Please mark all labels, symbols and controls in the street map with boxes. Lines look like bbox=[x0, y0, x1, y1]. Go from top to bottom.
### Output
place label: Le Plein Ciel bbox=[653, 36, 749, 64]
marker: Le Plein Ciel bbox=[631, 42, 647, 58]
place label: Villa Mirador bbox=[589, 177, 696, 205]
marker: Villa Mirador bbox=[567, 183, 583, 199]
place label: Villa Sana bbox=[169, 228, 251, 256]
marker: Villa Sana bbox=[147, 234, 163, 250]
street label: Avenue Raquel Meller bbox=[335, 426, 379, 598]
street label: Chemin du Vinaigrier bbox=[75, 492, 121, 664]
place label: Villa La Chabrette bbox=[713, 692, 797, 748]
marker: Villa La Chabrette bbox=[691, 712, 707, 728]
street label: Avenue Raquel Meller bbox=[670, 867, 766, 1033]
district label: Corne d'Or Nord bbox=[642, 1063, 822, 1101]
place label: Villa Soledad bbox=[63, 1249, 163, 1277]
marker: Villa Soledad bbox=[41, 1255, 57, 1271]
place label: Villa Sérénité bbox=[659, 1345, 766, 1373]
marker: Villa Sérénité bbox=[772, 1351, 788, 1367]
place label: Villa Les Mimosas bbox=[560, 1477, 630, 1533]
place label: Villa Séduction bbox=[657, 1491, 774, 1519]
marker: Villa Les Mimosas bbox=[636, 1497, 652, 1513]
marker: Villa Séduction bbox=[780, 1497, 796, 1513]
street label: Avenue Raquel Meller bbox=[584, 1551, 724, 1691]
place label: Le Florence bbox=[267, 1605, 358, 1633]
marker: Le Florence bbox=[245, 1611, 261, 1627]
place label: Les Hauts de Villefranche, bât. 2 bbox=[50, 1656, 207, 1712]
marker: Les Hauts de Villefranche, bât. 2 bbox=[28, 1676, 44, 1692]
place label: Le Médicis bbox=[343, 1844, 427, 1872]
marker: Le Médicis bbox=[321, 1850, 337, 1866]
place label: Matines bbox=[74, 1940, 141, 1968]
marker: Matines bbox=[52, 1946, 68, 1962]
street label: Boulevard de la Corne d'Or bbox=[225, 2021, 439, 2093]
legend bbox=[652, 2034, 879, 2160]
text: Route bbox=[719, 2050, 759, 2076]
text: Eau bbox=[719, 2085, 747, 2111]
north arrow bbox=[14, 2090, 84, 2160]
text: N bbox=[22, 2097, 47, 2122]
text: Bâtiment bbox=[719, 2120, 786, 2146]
************
Count, and answer with the number only: how many lines of the data include the string "Sérénité"?

## COMPLETED EXERCISE:
2